Aim of the task:
Find and copy each line of the data that includes "list".

Data for review:
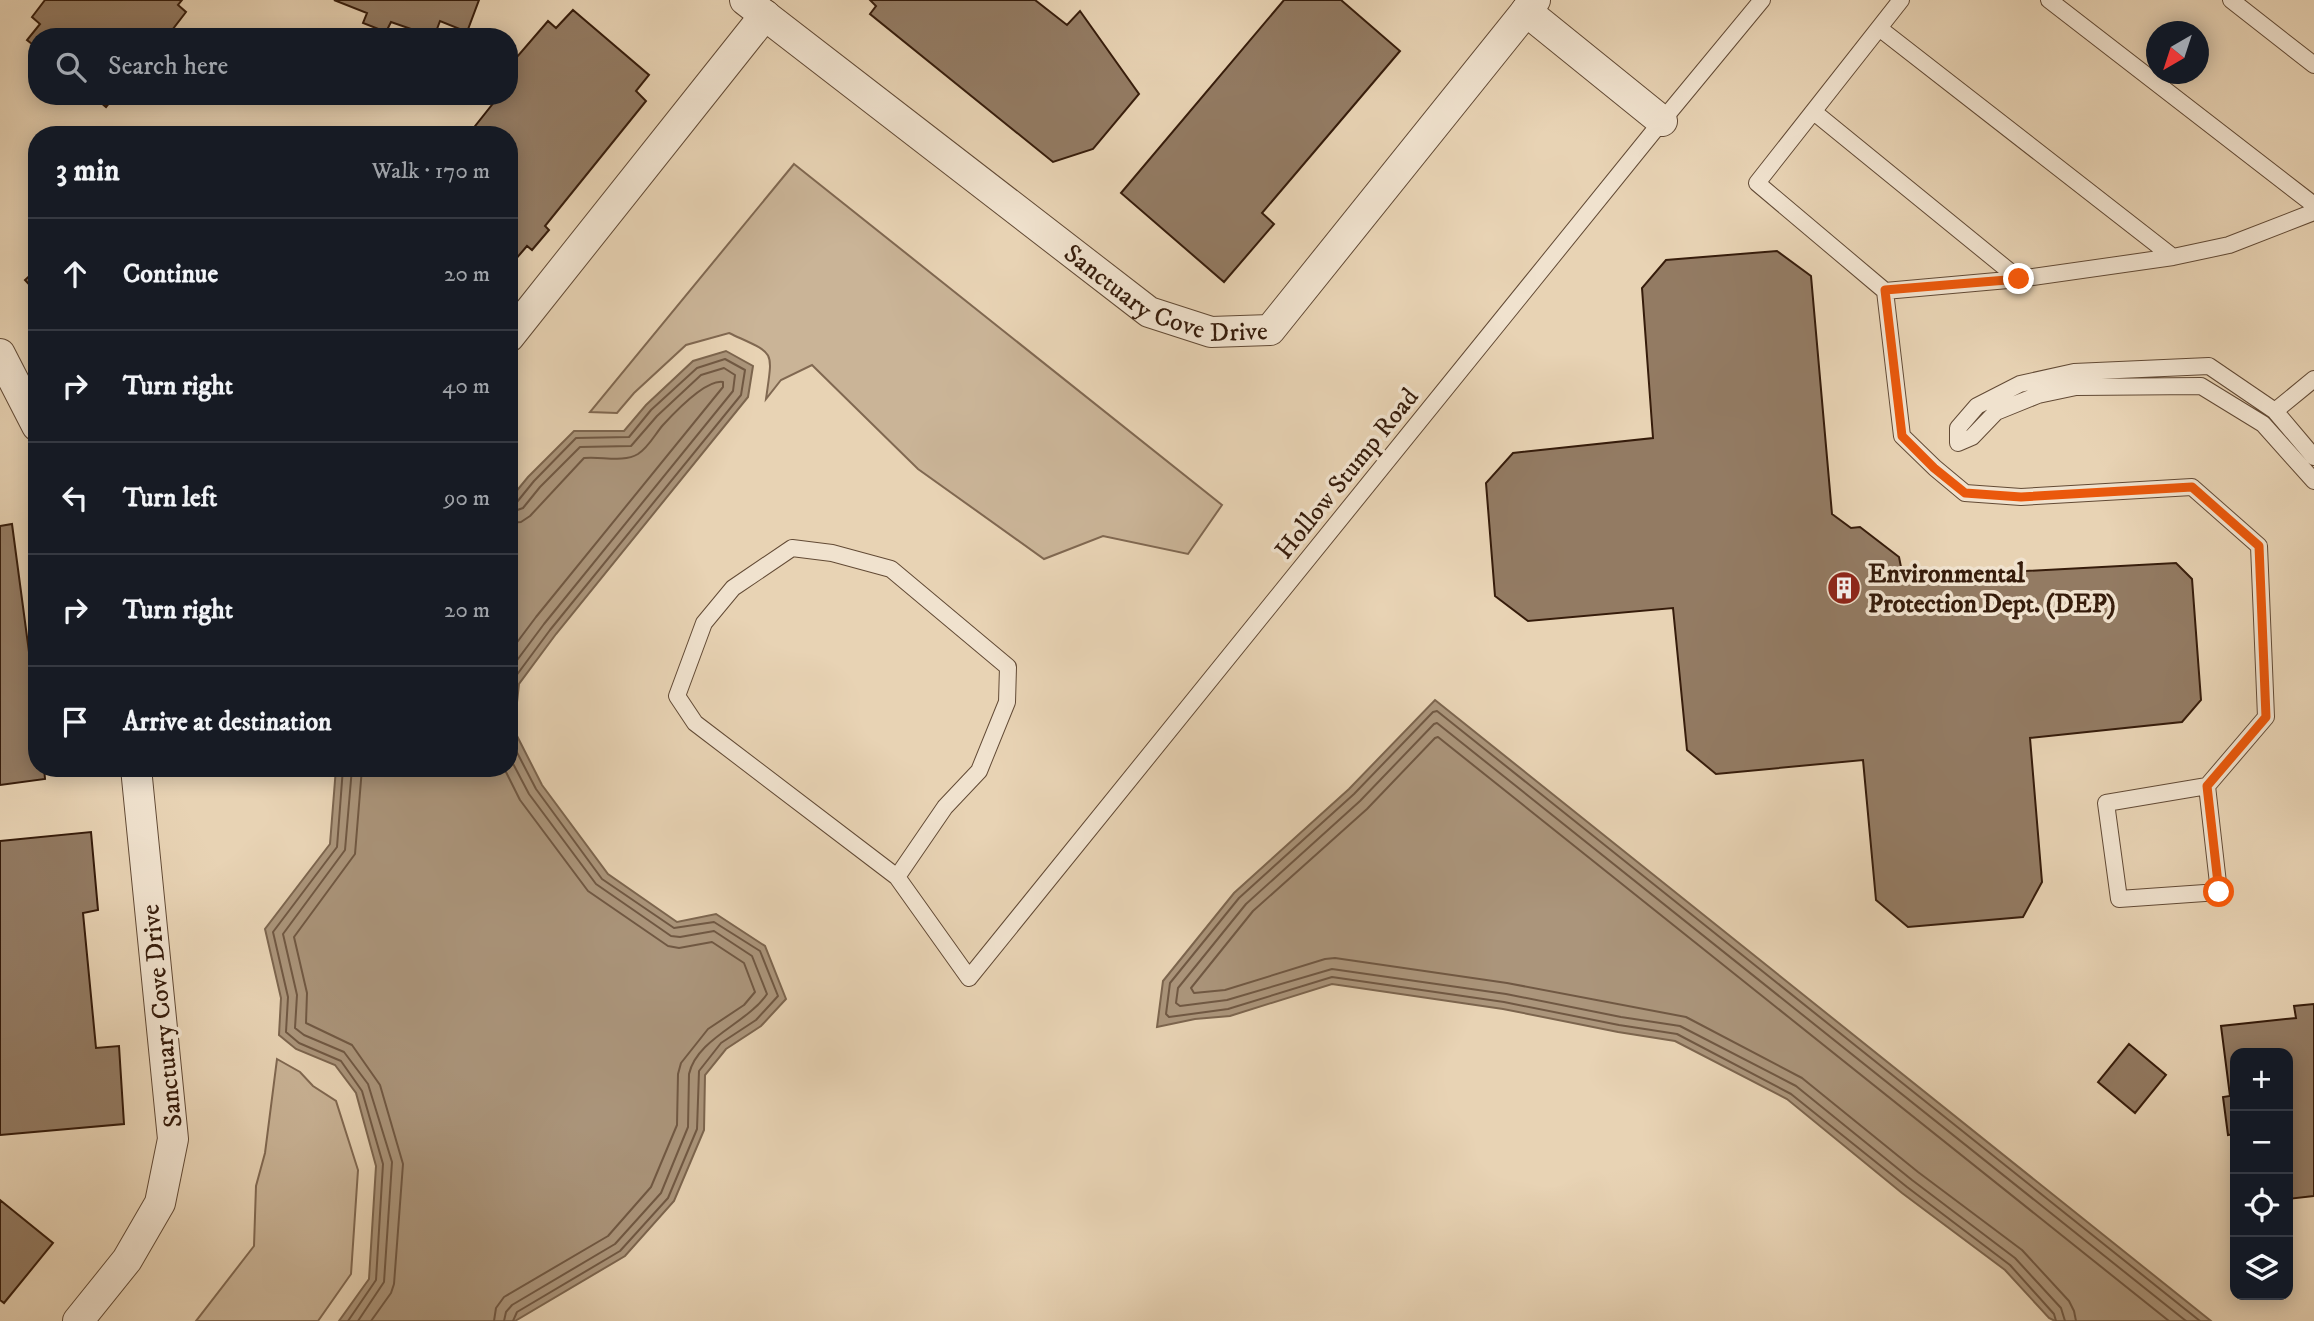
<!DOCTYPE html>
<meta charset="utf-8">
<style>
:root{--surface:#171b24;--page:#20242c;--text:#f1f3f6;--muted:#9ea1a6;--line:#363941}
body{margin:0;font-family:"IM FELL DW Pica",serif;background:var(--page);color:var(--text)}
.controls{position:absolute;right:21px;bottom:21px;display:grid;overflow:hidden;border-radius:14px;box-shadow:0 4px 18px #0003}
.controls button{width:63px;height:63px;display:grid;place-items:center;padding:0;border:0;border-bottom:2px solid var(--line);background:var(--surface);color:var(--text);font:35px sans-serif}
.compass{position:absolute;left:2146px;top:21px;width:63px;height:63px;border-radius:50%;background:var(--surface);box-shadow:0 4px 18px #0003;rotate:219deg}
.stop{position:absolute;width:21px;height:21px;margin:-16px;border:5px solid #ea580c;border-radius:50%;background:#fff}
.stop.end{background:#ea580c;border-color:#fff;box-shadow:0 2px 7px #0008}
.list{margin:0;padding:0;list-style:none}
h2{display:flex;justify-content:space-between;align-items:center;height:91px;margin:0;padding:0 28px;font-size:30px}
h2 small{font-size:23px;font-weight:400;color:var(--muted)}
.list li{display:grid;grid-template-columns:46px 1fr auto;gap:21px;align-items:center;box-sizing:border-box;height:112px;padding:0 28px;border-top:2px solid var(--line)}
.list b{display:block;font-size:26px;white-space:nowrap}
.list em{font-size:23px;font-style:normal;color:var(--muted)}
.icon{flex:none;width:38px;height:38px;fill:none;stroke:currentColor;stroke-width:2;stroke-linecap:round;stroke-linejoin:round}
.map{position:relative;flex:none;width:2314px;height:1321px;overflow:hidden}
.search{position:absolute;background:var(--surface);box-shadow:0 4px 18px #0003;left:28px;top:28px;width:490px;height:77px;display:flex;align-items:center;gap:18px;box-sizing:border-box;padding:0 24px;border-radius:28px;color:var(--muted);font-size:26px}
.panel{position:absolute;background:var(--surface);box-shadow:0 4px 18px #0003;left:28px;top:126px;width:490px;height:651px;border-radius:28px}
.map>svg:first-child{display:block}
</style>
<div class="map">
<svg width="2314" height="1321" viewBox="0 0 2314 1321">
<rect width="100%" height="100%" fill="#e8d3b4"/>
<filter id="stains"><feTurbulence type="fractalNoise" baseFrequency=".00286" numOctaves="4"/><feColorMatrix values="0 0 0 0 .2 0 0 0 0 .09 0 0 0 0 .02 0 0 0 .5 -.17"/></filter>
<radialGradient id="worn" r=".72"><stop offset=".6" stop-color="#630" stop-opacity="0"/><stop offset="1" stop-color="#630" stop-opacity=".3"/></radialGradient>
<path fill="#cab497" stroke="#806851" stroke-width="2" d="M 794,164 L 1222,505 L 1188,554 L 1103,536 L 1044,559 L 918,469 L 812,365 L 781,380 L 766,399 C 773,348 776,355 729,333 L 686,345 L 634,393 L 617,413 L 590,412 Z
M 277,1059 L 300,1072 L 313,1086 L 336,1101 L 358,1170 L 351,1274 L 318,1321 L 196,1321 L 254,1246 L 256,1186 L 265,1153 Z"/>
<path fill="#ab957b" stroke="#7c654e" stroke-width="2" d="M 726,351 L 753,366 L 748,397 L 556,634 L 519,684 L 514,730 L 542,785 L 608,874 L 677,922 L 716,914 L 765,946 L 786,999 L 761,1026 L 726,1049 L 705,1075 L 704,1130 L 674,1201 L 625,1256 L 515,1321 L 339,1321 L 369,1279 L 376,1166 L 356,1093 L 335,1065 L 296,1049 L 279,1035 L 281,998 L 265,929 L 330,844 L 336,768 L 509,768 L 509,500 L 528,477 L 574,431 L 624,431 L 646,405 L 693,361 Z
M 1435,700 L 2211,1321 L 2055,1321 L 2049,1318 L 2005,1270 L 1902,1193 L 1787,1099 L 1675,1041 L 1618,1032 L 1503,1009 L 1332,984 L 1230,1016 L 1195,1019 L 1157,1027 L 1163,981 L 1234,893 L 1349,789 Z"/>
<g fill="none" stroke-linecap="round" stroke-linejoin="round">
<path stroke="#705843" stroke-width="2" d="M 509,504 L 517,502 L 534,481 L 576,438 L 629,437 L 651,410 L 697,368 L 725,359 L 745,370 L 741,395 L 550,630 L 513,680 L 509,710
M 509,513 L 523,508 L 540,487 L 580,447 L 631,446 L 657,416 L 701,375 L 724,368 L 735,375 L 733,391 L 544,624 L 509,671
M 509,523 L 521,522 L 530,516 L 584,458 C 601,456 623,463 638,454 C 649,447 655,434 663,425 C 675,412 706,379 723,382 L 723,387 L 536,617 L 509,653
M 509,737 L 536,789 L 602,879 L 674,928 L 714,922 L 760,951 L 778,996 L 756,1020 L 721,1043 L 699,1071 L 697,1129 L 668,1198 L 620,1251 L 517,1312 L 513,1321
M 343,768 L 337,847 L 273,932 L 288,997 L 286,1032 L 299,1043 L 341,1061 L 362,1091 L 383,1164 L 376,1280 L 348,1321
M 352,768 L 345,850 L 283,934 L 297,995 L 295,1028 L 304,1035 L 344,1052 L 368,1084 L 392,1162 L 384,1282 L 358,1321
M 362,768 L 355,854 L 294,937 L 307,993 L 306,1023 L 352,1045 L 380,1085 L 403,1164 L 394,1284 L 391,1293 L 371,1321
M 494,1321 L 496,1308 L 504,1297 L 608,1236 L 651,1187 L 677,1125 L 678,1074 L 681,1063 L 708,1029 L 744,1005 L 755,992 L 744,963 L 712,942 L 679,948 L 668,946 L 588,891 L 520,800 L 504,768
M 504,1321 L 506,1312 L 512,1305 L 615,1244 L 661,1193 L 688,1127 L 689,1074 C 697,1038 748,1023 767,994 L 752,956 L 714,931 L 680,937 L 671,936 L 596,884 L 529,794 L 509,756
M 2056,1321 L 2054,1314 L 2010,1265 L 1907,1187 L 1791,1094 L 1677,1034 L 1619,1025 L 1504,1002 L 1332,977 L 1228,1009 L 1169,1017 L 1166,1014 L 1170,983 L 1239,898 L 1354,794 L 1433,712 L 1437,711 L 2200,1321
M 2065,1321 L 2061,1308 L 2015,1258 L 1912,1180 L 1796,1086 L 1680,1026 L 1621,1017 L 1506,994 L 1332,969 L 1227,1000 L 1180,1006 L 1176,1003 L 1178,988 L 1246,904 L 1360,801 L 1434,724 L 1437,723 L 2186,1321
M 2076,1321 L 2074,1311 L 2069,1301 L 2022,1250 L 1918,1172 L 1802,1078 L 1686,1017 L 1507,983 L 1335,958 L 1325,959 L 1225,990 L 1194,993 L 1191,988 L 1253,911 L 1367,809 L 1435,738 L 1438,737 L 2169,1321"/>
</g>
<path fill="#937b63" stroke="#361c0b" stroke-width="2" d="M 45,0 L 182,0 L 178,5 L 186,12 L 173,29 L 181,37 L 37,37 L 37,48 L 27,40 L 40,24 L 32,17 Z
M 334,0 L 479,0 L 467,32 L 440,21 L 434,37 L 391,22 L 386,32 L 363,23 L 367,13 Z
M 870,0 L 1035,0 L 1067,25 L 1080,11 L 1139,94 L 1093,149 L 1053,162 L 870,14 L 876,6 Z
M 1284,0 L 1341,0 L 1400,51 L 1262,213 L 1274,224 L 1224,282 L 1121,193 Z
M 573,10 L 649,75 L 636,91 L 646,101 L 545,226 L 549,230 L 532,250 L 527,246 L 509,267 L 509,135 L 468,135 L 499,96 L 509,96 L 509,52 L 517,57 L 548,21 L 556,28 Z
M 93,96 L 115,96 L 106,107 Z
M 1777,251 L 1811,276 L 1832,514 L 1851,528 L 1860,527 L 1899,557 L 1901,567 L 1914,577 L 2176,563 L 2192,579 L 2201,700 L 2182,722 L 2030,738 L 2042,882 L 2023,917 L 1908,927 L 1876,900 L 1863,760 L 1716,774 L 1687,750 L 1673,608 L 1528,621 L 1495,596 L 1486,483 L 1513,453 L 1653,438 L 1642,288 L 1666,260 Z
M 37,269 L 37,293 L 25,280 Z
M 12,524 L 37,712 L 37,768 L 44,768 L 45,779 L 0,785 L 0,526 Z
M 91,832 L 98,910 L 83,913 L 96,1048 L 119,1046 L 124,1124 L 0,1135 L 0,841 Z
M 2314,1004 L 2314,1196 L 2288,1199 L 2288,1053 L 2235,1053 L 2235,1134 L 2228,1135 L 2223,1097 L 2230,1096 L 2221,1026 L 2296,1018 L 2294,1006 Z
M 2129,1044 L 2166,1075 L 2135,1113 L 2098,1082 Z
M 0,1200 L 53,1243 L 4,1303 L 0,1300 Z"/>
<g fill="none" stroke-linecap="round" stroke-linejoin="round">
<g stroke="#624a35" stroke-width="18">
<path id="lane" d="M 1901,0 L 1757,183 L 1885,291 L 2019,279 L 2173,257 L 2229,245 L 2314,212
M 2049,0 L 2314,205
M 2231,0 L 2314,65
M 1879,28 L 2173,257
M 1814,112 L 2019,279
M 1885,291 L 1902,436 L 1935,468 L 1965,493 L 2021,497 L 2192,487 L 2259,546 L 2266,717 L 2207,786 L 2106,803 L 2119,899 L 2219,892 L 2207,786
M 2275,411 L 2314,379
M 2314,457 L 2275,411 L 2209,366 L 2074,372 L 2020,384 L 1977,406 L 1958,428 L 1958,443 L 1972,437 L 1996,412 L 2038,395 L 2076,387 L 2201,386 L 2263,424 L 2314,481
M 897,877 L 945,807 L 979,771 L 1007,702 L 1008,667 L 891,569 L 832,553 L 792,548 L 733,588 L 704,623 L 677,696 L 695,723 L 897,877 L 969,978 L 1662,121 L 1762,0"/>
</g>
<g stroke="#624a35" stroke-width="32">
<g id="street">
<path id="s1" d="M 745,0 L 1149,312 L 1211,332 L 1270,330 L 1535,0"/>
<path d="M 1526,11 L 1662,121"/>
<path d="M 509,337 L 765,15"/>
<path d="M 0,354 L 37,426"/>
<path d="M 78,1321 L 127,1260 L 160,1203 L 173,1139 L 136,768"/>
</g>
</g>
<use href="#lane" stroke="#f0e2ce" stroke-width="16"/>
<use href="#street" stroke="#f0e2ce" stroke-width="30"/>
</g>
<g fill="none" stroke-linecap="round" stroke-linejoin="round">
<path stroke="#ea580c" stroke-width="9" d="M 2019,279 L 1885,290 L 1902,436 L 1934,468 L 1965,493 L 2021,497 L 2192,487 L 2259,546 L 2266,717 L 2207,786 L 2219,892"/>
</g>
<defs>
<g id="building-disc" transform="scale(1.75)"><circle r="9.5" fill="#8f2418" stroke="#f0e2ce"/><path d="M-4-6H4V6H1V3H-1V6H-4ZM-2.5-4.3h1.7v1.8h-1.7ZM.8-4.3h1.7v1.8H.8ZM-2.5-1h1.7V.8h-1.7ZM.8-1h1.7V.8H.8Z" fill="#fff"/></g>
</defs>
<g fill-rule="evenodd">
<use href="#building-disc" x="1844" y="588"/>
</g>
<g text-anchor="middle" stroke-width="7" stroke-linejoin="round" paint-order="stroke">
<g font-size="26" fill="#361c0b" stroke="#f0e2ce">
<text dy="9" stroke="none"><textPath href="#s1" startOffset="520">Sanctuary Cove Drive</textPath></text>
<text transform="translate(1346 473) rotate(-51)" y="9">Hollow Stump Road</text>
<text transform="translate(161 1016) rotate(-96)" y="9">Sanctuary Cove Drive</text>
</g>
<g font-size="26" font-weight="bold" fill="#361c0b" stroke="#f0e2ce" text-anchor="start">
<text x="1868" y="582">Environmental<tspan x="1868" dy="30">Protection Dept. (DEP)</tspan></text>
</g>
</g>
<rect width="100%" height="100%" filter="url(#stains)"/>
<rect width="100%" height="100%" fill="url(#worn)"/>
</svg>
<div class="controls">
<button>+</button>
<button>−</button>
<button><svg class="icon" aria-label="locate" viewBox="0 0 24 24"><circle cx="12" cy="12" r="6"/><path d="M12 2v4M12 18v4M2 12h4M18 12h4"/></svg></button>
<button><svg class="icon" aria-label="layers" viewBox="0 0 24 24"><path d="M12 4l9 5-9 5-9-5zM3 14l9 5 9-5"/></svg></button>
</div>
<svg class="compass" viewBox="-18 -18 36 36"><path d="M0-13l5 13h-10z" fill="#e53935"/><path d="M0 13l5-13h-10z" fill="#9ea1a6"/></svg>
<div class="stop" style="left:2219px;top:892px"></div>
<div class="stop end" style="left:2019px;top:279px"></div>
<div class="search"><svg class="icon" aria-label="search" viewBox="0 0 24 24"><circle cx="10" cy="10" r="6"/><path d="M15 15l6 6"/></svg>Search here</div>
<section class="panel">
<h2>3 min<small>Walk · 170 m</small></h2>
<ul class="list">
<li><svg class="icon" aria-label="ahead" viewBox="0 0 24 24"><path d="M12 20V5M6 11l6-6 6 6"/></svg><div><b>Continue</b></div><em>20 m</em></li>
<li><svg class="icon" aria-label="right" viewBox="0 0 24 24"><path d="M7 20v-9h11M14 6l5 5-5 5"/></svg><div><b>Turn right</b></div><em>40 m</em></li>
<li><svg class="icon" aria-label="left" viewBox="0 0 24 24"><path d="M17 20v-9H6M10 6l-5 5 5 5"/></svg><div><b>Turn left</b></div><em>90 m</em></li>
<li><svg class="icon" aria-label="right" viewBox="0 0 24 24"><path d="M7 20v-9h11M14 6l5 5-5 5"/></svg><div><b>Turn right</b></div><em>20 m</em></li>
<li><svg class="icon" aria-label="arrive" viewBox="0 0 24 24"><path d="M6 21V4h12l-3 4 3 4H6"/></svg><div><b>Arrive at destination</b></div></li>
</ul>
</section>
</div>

Answer to this exercise:
.list{margin:0;padding:0;list-style:none}
.list li{display:grid;grid-template-columns:46px 1fr auto;gap:21px;align-items:center;box-sizing:border-box;height:112px;padding:0 28px;border-top:2px solid var(--line)}
.list b{display:block;font-size:26px;white-space:nowrap}
.list em{font-size:23px;font-style:normal;color:var(--muted)}
<ul class="list">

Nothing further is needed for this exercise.